Again there are probably industries and business where this would make sense, but healthcare is not one of them in my opinion. You would not expect a brain surgeon to know how to maintain the robotic assisted machines he might be using in surgery, nor would you expect the person who maintains those machines to be able to perform the operations that machine would be assisting in. But when it comes to IT people always seem to think, especially now, that the more you know about more subjects the better off you are and that specializing is bad.

Again just my 2 cents on the subject.


Six-and-a-half dozen of one/ 78 of the other?


I know coding.  Unfortunately, I don't think they are using Pascal, Logo, Fortran, or Basic where I work (or perhaps anywhere).

Level 13

All thumbs up!!!!! 


Great post.

Ever since Microsoft stated that PowerShell would be their foundation for system management I have felt that operators needed to get on the good ship 'Coding'. While things are reversing (as they often do in our universe) GUI's will never allow a SysAdmin to be truly efficient. I am not talking about full DevOps platforms here, but the fundamental nature of repetition benefiting from having a library of scripts to get things done.

You are bang on when stating that even if an Operator never learns to fully code, the knowledge of what, how and why allows them to understand what is possible, how it can be created and importantly have the ability to describe accurately to someone who does the actual building.

Having this knowledge in your skill set, whatever you do in the world of IT I feel is beneficial (i.e. necessary) and is instantly transferable to anything else you do.

And it all comes back to training.  Knowing the right way to work with customers and code (DevOps, anyone?), knowing HOW to code correctly, and WHEN coding is your responsibility.
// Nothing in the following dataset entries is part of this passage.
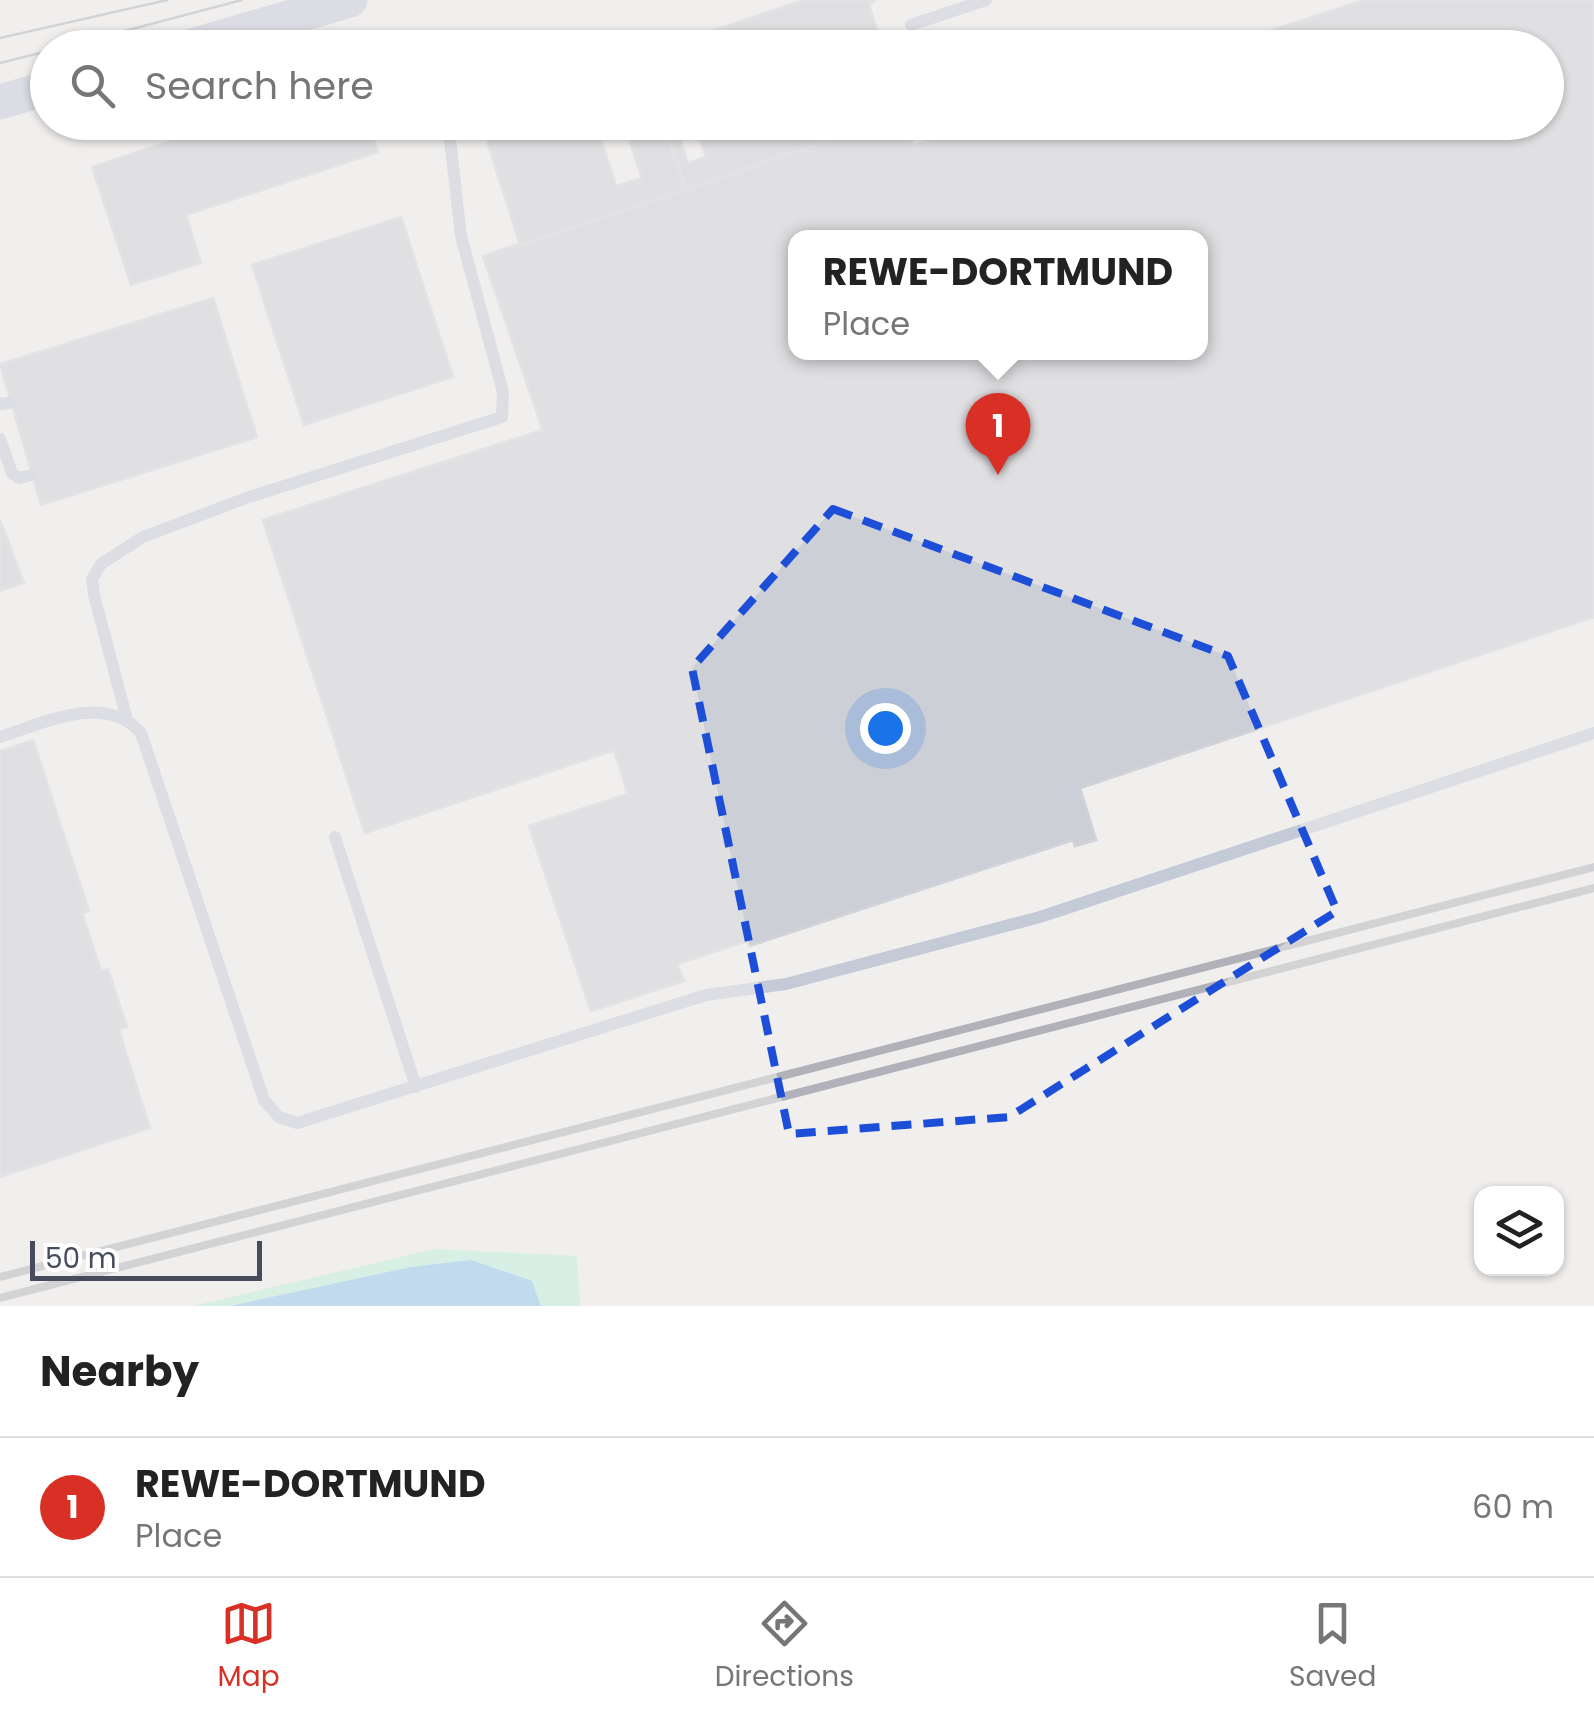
<!DOCTYPE html>
<style>
:root{--surface:#fff;--page:#f2f2f2;--text:#222;--muted:#767676;--line:#e0e0e0;--accent:#d93025}
body{margin:0;font-family:Poppins,sans-serif;background:var(--page);color:var(--text)}
.controls{position:absolute;right:30px;bottom:30px;display:grid;overflow:hidden;border-radius:20px;box-shadow:0 2px 8px #0004}
.controls button{width:90px;height:90px;display:grid;place-items:center;padding:0;border:0;border-bottom:2px solid var(--line);background:var(--surface);color:var(--text);font:50px sans-serif}
.scale{position:absolute;left:30px;bottom:25px;width:232px;box-sizing:border-box;padding-left:10px;border:5px solid #464c5c;border-top:0;font-size:28px;line-height:35px;white-space:nowrap;color:#464c5c;-webkit-text-stroke:8px #fff;paint-order:stroke}
.you{position:absolute;left:885px;top:728px;width:35px;height:35px;margin:-25px;border:8px solid #fff;border-radius:50%;background:#1a73e8;box-shadow:0 0 0 15px #1a73e833}
.badge{display:grid;place-items:center;width:65px;height:65px;border-radius:50%;background:var(--accent);color:#fff;font-size:32px;font-weight:700}
.pin{position:absolute;translate:-50% -82px;filter:drop-shadow(0 2px 5px #0008)}
.pin::after{content:'';position:absolute;top:52px;width:35px;height:30px;background:inherit;clip-path:polygon(0 0,100% 0,50% 100%)}
.popup{position:absolute;left:788px;top:230px;width:420px;height:130px;box-sizing:border-box;display:grid;place-content:center;border-radius:20px;background:var(--surface);filter:drop-shadow(0 2px 8px #0005);font-size:32px;white-space:nowrap;color:var(--muted)}
.popup b{font-size:38px;color:var(--text)}
.popup::after{content:'';position:absolute;left:50%;top:100%;margin-left:-20px;border:20px solid transparent;border-top-color:var(--surface)}
.list{margin:0;padding:0;list-style:none}
h2{display:flex;justify-content:space-between;align-items:center;height:130px;margin:0;padding:0 40px;font-size:42px}
h2 small{font-size:32px;font-weight:400;color:var(--muted)}
.list li{display:grid;grid-template-columns:65px 1fr auto;gap:30px;align-items:center;box-sizing:border-box;height:140px;padding:0 40px;border-top:2px solid var(--line)}
.list b{display:block;font-size:38px;white-space:nowrap}
.list p{margin:0;font-size:32px;white-space:nowrap;color:var(--muted)}
.list em{font-size:32px;font-style:normal;color:var(--muted)}
.icon{flex:none;width:55px;height:55px;fill:none;stroke:currentColor;stroke-width:2;stroke-linecap:round;stroke-linejoin:round}
.map{position:relative;flex:none;width:1594px;height:1306px;overflow:hidden}
.search{position:absolute;background:var(--surface);box-shadow:0 2px 8px #0004;left:30px;right:30px;top:30px;height:110px;display:flex;align-items:center;gap:25px;box-sizing:border-box;padding:0 35px;border-radius:55px;color:var(--muted);font-size:38px}
.sheet{height:270px;background:var(--surface)}
nav{display:flex;justify-content:space-around;align-items:center;box-sizing:border-box;height:140px;border-top:2px solid var(--line);background:var(--surface);font-size:28px;color:var(--muted)}
nav a{display:grid;justify-items:center;gap:5px}
nav .on{color:var(--accent)}
.map>svg:first-child{display:block}
.green{fill:#bbf0db}
.water{fill:#87c1ee}
.building{fill:#cdcfd6;stroke:#d2d2da;stroke-width:2.5;fill-rule:evenodd}
.lines{fill:none;stroke-linecap:round;stroke-linejoin:round}
.lane{stroke:#c4cad6;stroke-width:12}
.secondary{stroke:#c0c6d8;stroke-width:35}
.tram{stroke:#b0b1b9;stroke-width:2.5}
.rail{stroke:#b0b1b9;stroke-width:8}
.marked{fill:none;stroke:#1d4ed8;stroke-width:8;stroke-dasharray:20 12;stroke-linejoin:round}
</style>
<div class="map">
<svg width="1594" height="1306" viewBox="0 0 1594 1306">
<rect width="100%" height="100%" fill="#f1efee"/>
<path class="green" d="M435,1249l142,7 3,50h-388z"/>
<path class="water" d="M471,1260l61,21 9,25h-311l181,-39z"/>
<g class="building">
<path d="M875,0l-6,5 14,43h-220l140,-48z"/>
<path d="M1364,0h230v617l-514,171 16,52 -21,6 -2,-6 -324,106 -2,-5 -70,23 7,17 -93,30 -62,-185 99,-32 -14,-44 -249,83 -102,-313 280,-90 -60,-174 401,-134h25l3,24 73,-24h561v-74h-329zM796,238h404v114h-404zM672,731l2,5 6,-1 13,39 -40,13 -14,-44z"/>
<path d="M1364,0h230v617l-514,171 16,52 -21,6 -2,-6 -324,106 -2,-5 -70,23 7,17 -93,30 -62,-185 99,-32 -14,-44 -249,83 -102,-313 280,-90 -60,-174 401,-134h25l3,24 73,-24h561v-74h-329zM796,238h404v114h-404z"/>
<path d="M227,122h141l10,30 -192,63 15,48 -70,22 -39,-118z"/>
<path d="M481,122h182l23,67 -166,56zM624,124l18,54 -26,8 -17,-53z"/>
<path d="M663,122h12l13,41 18,-6 -12,-35h190l-198,67z"/>
<path d="M401,217l52,160 -149,48 -52,-160z"/>
<path d="M213,298l44,139 -216,68 -41,-141z"/>
<path d="M0,520l24,63 -24,8z"/>
<path d="M33,740l56,171 -7,2 19,58 7,-2 19,58 -7,2 4,18 26,81 -150,49v-426z"/>
</g>
<g class="lines">
<g class="lane">
<path d="M911,25l75,-25"/>
<path d="M0,404l9,-1"/>
<path d="M0,439l12,34 7,5 13,-3"/>
<path d="M126,716l-32,-121 -2,-16 9,-15 42,-27 106,-40 253,-80 1,-25 -42,-156 -13,-114"/>
<path d="M0,737c44,-14 105,-45 141,-4l123,367 15,17 18,6 409,-128 80,-11 254,-67 554,-184"/>
<path d="M335,837l81,250"/>
</g>
<g class="secondary">
<path d="M185,48l165,-48"/>
<path d="M0,102l48,-14"/>
</g>
<g class="tram">
<path d="M0,38l167,-38"/>
<path d="M60,48l182,-48"/>
<path d="M0,63l48,-12"/>
</g>
<g class="rail">
<path d="M0,1277l1594,-410"/>
<path d="M0,1298l1594,-410"/>
</g>
</g>
<path d="M0 0H1594V1306H0ZM833,509l395,147 109,255 -328,206 -220,17 -97,-466z" fill="#f1efee" fill-opacity=".55" fill-rule="evenodd"/>
<path class="marked" d="M833,509l395,147 109,255 -328,206 -220,17 -97,-466z"/>
</svg>
<div class="controls">
<button><svg class="icon" aria-label="layers" viewBox="0 0 24 24"><path d="M12 4l9 5-9 5-9-5zM3 14l9 5 9-5"/></svg></button>
</div>
<div class="scale">50 m</div>
<div class="you"></div>
<div class="pin badge" style="left:998px;top:475px">1</div>
<div class="popup"><b>REWE-DORTMUND</b>Place</div>
<div class="search"><svg class="icon" aria-label="search" viewBox="0 0 24 24"><circle cx="10" cy="10" r="6"/><path d="M15 15l6 6"/></svg>Search here</div>
</div>
<section class="sheet">
<h2>Nearby<small></small></h2>
<ul class="list">
<li><span class="badge">1</span><div><b>REWE-DORTMUND</b><p>Place</p></div><em>60 m</em></li>
</ul>
</section>
<nav>
<a class="on"><svg class="icon" aria-label="map" viewBox="0 0 24 24"><path d="M3 6l6-2 6 2 6-2v14l-6 2-6-2-6 2zM9 4v14M15 6v14"/></svg>Map</a>
<a><svg class="icon" aria-label="directions" viewBox="0 0 24 24"><path d="M12 3l9 9-9 9-9-9zM9 14v-3h6M13 9l2 2-2 2"/></svg>Directions</a>
<a><svg class="icon" aria-label="saved" viewBox="0 0 24 24"><path d="M7 4h10v16l-5-4-5 4z"/></svg>Saved</a>
</nav>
Get that training funded for you or your people, and no one ever need ask:

"Now We do DevOps. Do I Need to Learn Coding?"
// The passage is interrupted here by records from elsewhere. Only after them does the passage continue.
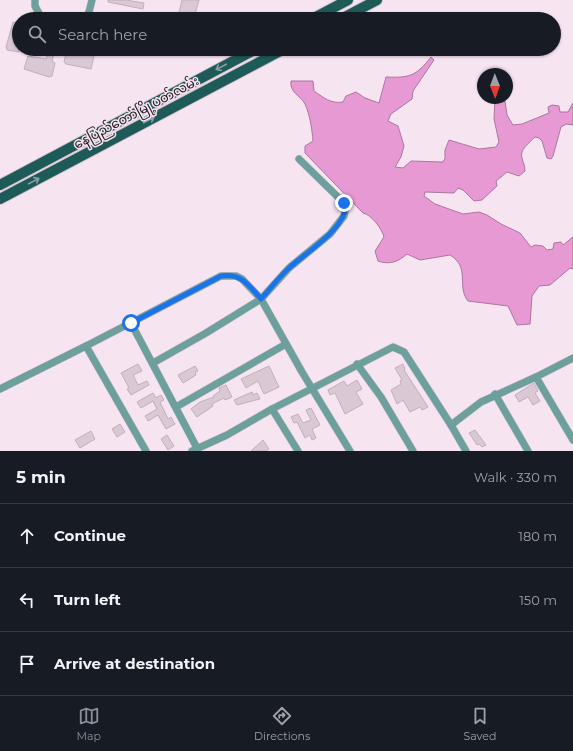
<!DOCTYPE html>
<meta charset="utf-8">
<style>
body{margin:0;font-family:Montserrat,"Noto Sans Myanmar",sans-serif;background:#20242c;color:#f1f3f6}
.compass{position:absolute;left:477px;top:68px;width:36px;height:36px;border-radius:50%;background:#171b24;box-shadow:0 1px 3px #0004;rotate:179deg}
.stop{position:absolute;width:12px;height:12px;margin:-9px;border:3px solid #1a73e8;border-radius:50%;background:#fff}
.stop.end{background:#1a73e8;border-color:#fff;box-shadow:0 1px 4px #0008}
.list{margin:0;padding:0;list-style:none}
h2{display:flex;justify-content:space-between;align-items:center;height:52px;margin:0;padding:0 16px;font-size:17px}
h2 small{font-size:13px;font-weight:400;color:#9ea1a6}
.list li{display:grid;grid-template-columns:26px 1fr auto;gap:12px;align-items:center;box-sizing:border-box;height:64px;padding:0 16px;border-top:1px solid #363941}
.list b{display:block;font-size:15px;white-space:nowrap}
.list em{font-size:13px;font-style:normal;color:#9ea1a6}
.icon{flex:none;width:22px;height:22px;fill:none;stroke:currentColor;stroke-width:2;stroke-linecap:round;stroke-linejoin:round}
.map{position:relative;flex:none;width:573px;height:451px;overflow:hidden}
.search{position:absolute;background:#171b24;box-shadow:0 1px 3px #0004;left:12px;right:12px;top:12px;height:44px;display:flex;align-items:center;gap:10px;box-sizing:border-box;padding:0 14px;border-radius:22px;color:#9ea1a6;font-size:15px}
.sheet{height:244px;background:#171b24}
nav{display:flex;justify-content:space-around;align-items:center;box-sizing:border-box;height:56px;border-top:1px solid #363941;background:#171b24;font-size:11px;color:#9ea1a6}
nav a{display:grid;justify-items:center;gap:2px}
nav .on{color:#8c9099}
.map>svg:first-child{display:block}
.water{fill:#e799d4;stroke:#ad759f}
.building{fill:#dac9d5;stroke:#c1b0bc}
.lines{fill:none;stroke-linecap:round;stroke-linejoin:round}
.minor-casing{stroke:#d1c1cc;stroke-width:8}
.primary-casing{stroke:#d1c1cc;stroke-width:12}
.minor{stroke:#6da09d;stroke-width:7}
.primary{stroke:#1e5a58;stroke-width:10}
.oneway{stroke:#8a9fa4}
.route{stroke:#1a73e8;stroke-width:5}
.labels{text-anchor:middle;dominant-baseline:central;stroke-width:3;stroke-linejoin:round;paint-order:stroke}
.street-label{font-size:13px;fill:#262024;stroke:#f6e4f1}
</style>
<div class="map">
<svg width="573" height="451" viewBox="0 0 573 451">
<rect width="100%" height="100%" fill="#f6e4f1"/>
<path class="water" d="M431,57L434,60L413,91L412,99L391,114L388,121L398,126L404,146L401,157L395,167L403,168L411,161L442,162L445,159V150L449,140L479,149L496,147L499,142L494,119L495,98H501L505,101L507,115L513,125L522,124L549,113L548,107L552,105L559,106L560,112H568L573,103V125L566,124L561,127L553,156L551,159L547,158L542,141L539,138L535,137C529,143 519,150 522,158C523,163 525,165 525,171L519,176L507,172L496,181L497,186L482,200L474,201L463,190L458,188L454,193L425,192L424,196L435,204L463,214L479,212L487,215L501,224L520,233L531,247L535,245L543,246L547,250L553,249L554,243L561,242L563,245L573,237V269L570,268L550,285L539,286L532,296L530,324L517,325L508,306L468,301C456,286 471,268 450,255L420,260L407,254C398,262 389,265 378,261L375,251L384,237C382,229 372,215 363,213L305,153V146L313,141C312,129 310,115 305,104C301,96 289,92 291,81H313L314,91C324,98 331,104 343,102L346,96L356,92L365,98L379,103L386,77C410,78 416,76 431,57Z"/>
<g class="building">
<polygon points="108,0 126,0 144,3 143,9 108,2"/>
<polygon points="182,0 199,0 194,18 178,17"/>
<polygon points="104,13 123,17 123,19 102,19"/>
<polygon points="13,22 19,23 19,52 7,50 6,47"/>
<polygon points="49,49 55,49 52,61 55,63 52,76 49,77 24,69 28,56 46,59"/>
<polygon points="67,49 92,54 92,55 94,56 91,69 66,64 64,62"/>
<polygon points="138,364 142,371 133,375 138,385 147,381 149,385 131,395 127,389 129,388 121,373"/>
<polygon points="403,364 405,369 404,370 428,407 422,410 420,407 410,412 403,400 397,404 391,390 401,384 400,381 402,380 395,368"/>
<polygon points="195,366 198,371 195,372 196,375 183,383 178,375"/>
<polygon points="269,366 279,387 264,394 258,381 246,388 241,379"/>
<polygon points="357,380 362,389 356,392 363,404 345,414 335,393 330,395 328,390 344,381 347,386"/>
<polygon points="534,383 538,391 535,393 540,401 533,405 528,397 519,402 515,395"/>
<polygon points="226,385 232,397 225,400 224,398 212,404 213,406 197,417 191,409 200,402 214,397 213,396 220,391 219,388"/>
<polygon points="252,392 253,395 257,393 260,399 237,405 234,400"/>
<polygon points="153,393 156,398 161,395 164,400 160,402 168,419 171,417 175,424 166,429 158,415 148,421 145,416 157,409 153,401 141,408 137,402"/>
<polygon points="311,408 320,425 312,429 316,438 312,440 310,435 305,438 297,422 294,423 291,417 298,414 303,423 311,420 306,410"/>
<polygon points="120,424 125,432 117,437 112,429"/>
<polygon points="475,430 486,445 482,447 479,444 477,445 469,433"/>
<polygon points="91,431 95,439 80,448 75,440"/>
<polygon points="167,435 174,446 168,450 161,439"/>
<polygon points="263,440 269,449 266,451 251,451"/>
</g>
<g class="lines">
<defs>
<g id="minor">
<polyline points="35,0 35,6 42,19"/>
<polyline points="84,19 89,12 92,0"/>
<polyline points="131,323 197,448"/>
<polyline points="86,346 221,276 236,276 242,279 261,299 302,372 350,451"/>
<polyline points="153,363 206,333 261,299 289,268 330,234 344,216 346,207 344,203 299,159"/>
<polyline points="357,364 381,397 413,451"/>
<polyline points="536,377 573,358"/>
<polyline points="0,389 86,346 146,451"/>
<polyline points="495,394 528,451"/>
<polyline points="176,407 286,344"/>
<polyline points="272,409 298,451"/>
<polyline points="451,425 481,402 536,377 573,440"/>
<polyline points="192,451 227,435 272,409 393,347 404,352 451,425 466,451"/>
</g>
<g id="primary">
<polyline points="312,19 348,0"/>
<polyline points="341,19 377,0"/>
<polyline points="0,185 256,49"/>
<polyline points="0,199 284,49"/>
</g>
</defs>
<use href="#minor" class="minor-casing"/>
<use href="#primary" class="primary-casing"/>
<use href="#minor" class="minor"/>
<use href="#primary" class="primary"/>
</g>
<defs><path id="oneway-shaft" d="M-6 0H5M1.5-3L5.5 0L1.5 3" fill="none" stroke-width="1.6" stroke-linecap="round" stroke-linejoin="round"/></defs>
<g class="oneway">
<use href="#oneway-shaft" transform="translate(221 67) rotate(152)"/>
<use href="#oneway-shaft" transform="translate(149 120) rotate(-28)"/>
<use href="#oneway-shaft" transform="translate(34 181) rotate(-28)"/>
</g>
<g class="lines">
<path class="route" d="M131,323L221,276C241,273 249,285 261,299C270,289 278,278 288,269C301,256 353,224 344,203"/>
</g>
<g class="labels">
<g class="street-label">
<text transform="translate(136 112) rotate(-28)">နေပြည်တော်မြို့ပတ်လမ်း</text>
</g>
</g>
</svg>
<svg class="compass" viewBox="-18 -18 36 36"><path d="M0-13l5 13h-10z" fill="#e53935"/><path d="M0 13l5-13h-10z" fill="#9ea1a6"/></svg>
<div class="stop" style="left:131px;top:323px"></div>
<div class="stop end" style="left:344px;top:203px"></div>
<div class="search"><svg class="icon" aria-label="search" viewBox="0 0 24 24"><circle cx="10" cy="10" r="6"/><path d="M15 15l6 6"/></svg>Search here</div>
</div>
<section class="sheet">
<h2>5 min<small>Walk · 330 m</small></h2>
<ul class="list">
<li><svg class="icon" aria-label="ahead" viewBox="0 0 24 24"><path d="M12 20V5M6 11l6-6 6 6"/></svg><div><b>Continue</b></div><em>180 m</em></li>
<li><svg class="icon" aria-label="left" viewBox="0 0 24 24"><path d="M17 20v-9H6M10 6l-5 5 5 5"/></svg><div><b>Turn left</b></div><em>150 m</em></li>
<li><svg class="icon" aria-label="arrive" viewBox="0 0 24 24"><path d="M6 21V4h12l-3 4 3 4H6"/></svg><div><b>Arrive at destination</b></div></li>
</ul>
</section>
<nav>
<a class="on"><svg class="icon" aria-label="map" viewBox="0 0 24 24"><path d="M3 6l6-2 6 2 6-2v14l-6 2-6-2-6 2zM9 4v14M15 6v14"/></svg>Map</a>
<a><svg class="icon" aria-label="directions" viewBox="0 0 24 24"><path d="M12 3l9 9-9 9-9-9zM9 14v-3h6M13 9l2 2-2 2"/></svg>Directions</a>
<a><svg class="icon" aria-label="saved" viewBox="0 0 24 24"><path d="M7 4h10v16l-5-4-5 4z"/></svg>Saved</a>
</nav>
I had a co-worker that was always mixing his metaphors. For that one, he Always said 6 of one a dozen of the other. He got a LOT of deer in the headlights looks - to use another metaphor.


It depends is so often the answer in this business. The problem for me is that I just don't seem to have the skill for coding. I'm good at networking, security, server administration and yes, I even have good people skills. But when it comes to coding - even PowerShell the best I can do is to grab an existing script and modify that for my purpose - but it is tedious and frustrating. But it is also the future - after all, that's what these kids are doing now days.

Level 20

I try to leave the development to the developers even though I have a background in some languages.  It's not my daily thing so I really can call myself a full time developer... and like you suggested... it may be best to leave the programming to the developers that do it all day every day!

I'm yet to meet a 'good' Linux sys admin that wasn't also good at development/scripting.

Learn coding? Bah! Viva la Infrastructure!!

   Seriously though. I can't code. I mean it. I.Cannot.Code! I've tried. My brain just isn't wired that way. I'll end up sweeping floors before I'll be a successful coder.